Robin Curtis joined the department in 2003.  He is a member of the Multiscale, Theory and Computation group in CEAS. Previously, he completed his PhD in 2000 at the University of California at Berkeley under the supervision of John Prausnitz and Harvey Blanch.  Afterwards, he held post-doctoral positions at the University of California at Los Angeles and at Rive University in Houston under the supervision of Michael Deem. 

Our research involves understanding the behaviour of various systems from knowledge of the intermolecular interactions. In a lot of cases, the thermodynamic and/or structural properties of systems can be determined from statistical-mechanical models whose inputs are given by a set of two-body interactions. In this work, solvent-averaged two-body interactions are determined using a combination of experiments and atomic-level simulations. 

This type of approach is used for a range of projects. In one project, weak biologically-relevant protein-protein interaction are being measured using a recently developed high throughput light scattering method.  This work is novel in that most methods for characterizing protein interactions are useful only when the proteins form well-lived complexes.  Using our approach we are able to characterize transient complexes which can sample multiple encounter interactions.  This approach is being applied to the study of electron transfer proteins in close collaboration with Andrew Munro (Faculty of Life Sciences, University of Manchester).  In these systems, the interacting proteins have mutiple binding partners so that there is an evolutionary constraint to sample weaker protein-protein interactions.
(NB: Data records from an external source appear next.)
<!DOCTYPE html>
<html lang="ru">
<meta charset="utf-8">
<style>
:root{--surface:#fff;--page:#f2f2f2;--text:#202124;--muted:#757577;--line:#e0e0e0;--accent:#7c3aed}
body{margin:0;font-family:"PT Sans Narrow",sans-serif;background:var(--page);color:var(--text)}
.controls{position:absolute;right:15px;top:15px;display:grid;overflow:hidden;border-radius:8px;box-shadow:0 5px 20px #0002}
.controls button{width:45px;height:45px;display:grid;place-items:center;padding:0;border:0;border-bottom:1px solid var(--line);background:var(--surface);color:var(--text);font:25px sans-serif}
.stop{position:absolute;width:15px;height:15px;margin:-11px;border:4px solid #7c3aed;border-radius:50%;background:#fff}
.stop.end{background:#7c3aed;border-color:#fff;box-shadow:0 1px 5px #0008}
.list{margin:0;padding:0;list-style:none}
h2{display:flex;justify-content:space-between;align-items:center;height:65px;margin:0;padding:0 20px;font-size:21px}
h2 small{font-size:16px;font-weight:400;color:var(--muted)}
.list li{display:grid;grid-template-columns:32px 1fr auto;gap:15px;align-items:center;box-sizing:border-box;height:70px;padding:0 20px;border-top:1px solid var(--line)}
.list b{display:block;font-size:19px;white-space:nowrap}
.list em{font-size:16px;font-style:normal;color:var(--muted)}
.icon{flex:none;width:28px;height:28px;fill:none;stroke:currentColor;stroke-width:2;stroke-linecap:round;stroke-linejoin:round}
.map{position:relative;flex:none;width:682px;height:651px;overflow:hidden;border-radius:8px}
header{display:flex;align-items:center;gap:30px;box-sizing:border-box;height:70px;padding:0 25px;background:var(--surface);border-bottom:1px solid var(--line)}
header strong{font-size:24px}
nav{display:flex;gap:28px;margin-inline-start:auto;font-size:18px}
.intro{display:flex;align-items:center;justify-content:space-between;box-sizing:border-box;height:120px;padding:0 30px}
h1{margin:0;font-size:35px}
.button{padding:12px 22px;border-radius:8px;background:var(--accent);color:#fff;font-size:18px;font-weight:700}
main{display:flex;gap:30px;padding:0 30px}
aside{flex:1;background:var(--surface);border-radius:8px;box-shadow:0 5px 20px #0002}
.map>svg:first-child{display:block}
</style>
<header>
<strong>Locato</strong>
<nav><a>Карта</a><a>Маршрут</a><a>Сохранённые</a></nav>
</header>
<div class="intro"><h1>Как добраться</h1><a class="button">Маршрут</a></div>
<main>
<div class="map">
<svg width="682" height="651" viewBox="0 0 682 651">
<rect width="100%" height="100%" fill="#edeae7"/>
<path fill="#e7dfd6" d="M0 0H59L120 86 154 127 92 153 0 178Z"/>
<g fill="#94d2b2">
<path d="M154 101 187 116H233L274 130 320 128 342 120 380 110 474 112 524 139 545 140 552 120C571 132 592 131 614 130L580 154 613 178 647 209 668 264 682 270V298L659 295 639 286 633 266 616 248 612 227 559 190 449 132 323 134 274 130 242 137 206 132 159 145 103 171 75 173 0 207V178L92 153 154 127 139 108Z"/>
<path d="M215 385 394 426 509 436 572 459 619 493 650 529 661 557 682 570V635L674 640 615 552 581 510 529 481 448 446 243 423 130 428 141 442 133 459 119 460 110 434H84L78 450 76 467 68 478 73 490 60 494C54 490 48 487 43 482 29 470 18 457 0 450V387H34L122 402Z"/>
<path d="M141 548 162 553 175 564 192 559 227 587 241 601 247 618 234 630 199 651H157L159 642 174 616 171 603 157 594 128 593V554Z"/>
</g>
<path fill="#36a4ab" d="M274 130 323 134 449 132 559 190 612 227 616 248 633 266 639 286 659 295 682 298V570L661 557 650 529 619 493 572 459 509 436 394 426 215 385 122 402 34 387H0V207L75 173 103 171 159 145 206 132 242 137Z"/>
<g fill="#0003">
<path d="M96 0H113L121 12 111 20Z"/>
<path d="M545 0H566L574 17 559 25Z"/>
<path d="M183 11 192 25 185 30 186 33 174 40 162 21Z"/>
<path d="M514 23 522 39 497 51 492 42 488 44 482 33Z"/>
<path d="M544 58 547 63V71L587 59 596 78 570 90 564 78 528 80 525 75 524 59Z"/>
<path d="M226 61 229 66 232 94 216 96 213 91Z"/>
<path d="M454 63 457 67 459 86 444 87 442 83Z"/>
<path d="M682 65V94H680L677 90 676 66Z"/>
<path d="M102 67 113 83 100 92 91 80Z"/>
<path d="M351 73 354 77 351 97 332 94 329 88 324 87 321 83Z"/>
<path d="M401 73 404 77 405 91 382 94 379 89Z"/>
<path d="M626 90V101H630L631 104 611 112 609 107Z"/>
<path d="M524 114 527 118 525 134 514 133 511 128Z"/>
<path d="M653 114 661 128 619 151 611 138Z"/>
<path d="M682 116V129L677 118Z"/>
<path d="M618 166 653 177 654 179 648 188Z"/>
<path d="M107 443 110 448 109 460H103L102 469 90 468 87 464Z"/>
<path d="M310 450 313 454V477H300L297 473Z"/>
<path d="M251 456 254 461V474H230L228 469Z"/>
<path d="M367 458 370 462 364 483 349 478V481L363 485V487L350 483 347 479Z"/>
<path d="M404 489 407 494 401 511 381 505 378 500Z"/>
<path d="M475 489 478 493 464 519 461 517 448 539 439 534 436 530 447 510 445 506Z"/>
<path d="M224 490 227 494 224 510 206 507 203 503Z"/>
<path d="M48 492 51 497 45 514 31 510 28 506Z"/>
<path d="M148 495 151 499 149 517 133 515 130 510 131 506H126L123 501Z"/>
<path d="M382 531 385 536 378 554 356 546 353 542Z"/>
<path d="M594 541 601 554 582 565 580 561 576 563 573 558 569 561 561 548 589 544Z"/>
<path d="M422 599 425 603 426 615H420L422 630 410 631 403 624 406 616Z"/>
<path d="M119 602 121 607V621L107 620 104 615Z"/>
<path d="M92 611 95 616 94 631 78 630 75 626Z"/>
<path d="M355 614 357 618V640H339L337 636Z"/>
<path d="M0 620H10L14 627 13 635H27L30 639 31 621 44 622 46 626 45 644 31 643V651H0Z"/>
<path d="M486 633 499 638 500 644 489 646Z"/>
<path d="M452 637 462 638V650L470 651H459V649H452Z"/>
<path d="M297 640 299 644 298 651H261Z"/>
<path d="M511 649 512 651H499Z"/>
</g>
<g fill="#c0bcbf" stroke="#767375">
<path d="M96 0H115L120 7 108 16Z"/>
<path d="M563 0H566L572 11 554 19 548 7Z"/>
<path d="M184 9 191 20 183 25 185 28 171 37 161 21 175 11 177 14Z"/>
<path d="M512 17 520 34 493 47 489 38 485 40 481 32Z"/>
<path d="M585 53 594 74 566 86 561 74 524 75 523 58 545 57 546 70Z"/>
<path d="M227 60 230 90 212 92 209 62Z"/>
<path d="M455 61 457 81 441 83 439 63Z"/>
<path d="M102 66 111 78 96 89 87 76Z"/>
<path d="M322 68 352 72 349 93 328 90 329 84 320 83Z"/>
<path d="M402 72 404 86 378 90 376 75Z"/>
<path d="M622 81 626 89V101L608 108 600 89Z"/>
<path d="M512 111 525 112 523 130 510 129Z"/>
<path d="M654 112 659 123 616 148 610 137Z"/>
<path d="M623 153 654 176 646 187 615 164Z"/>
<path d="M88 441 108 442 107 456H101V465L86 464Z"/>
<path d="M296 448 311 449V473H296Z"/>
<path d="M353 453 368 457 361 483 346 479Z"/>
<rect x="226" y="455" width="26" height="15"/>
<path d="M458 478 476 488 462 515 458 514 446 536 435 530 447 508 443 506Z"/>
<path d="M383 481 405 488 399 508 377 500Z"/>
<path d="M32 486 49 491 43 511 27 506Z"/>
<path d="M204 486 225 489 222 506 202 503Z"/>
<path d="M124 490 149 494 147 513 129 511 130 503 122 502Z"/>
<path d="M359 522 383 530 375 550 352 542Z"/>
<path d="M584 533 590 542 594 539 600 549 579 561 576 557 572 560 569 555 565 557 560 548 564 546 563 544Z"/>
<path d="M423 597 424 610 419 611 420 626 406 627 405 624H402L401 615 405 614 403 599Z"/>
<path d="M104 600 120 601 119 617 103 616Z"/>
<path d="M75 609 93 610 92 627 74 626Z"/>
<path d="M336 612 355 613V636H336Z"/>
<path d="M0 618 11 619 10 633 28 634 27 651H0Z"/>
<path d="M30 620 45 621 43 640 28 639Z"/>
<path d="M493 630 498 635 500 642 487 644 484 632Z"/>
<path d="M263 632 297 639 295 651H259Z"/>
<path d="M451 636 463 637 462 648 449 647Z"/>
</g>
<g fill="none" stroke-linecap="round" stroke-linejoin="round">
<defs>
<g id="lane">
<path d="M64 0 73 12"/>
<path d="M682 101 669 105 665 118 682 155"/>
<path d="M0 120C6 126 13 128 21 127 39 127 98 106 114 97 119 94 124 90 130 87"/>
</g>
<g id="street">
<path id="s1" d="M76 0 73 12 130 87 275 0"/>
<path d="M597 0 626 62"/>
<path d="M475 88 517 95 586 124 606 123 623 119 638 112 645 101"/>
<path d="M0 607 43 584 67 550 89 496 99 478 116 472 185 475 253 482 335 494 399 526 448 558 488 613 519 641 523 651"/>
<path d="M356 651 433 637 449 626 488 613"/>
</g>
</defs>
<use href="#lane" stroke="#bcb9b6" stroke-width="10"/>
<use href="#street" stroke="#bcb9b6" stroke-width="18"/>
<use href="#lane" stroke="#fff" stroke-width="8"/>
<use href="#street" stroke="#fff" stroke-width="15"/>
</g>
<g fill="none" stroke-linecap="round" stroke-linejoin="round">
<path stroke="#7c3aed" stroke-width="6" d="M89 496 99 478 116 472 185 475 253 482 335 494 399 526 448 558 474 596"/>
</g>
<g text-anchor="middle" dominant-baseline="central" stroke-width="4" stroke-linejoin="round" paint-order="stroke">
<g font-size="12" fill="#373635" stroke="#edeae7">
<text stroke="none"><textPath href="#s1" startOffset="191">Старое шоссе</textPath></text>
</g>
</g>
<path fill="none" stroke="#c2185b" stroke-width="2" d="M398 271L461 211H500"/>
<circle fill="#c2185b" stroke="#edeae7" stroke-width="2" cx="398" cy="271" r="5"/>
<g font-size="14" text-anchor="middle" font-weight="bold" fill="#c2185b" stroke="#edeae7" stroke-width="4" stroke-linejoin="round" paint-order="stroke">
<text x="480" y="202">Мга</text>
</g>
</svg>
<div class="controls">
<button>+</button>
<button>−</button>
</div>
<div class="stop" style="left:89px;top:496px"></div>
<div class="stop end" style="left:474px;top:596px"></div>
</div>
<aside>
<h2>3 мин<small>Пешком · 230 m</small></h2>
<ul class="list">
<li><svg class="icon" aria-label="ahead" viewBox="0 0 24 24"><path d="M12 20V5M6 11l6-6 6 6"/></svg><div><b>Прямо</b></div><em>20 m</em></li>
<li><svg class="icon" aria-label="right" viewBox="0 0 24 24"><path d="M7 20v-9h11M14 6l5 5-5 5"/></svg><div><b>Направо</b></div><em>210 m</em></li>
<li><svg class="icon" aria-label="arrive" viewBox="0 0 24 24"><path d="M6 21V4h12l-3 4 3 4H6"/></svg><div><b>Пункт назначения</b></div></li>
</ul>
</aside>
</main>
In another project, we are characterizing the interactions between homopolypeptides, in which case, the secondary structure and the amyloidogenicity of the peptide can be controlled by changing the solvent conditions.  These measurements allow us to understand the role of helicity in protein aggregation and fibril formation.  Our results have revealed some important biological implication of Hofmeister effects, which refer to the effect of changing the nature of the salt type.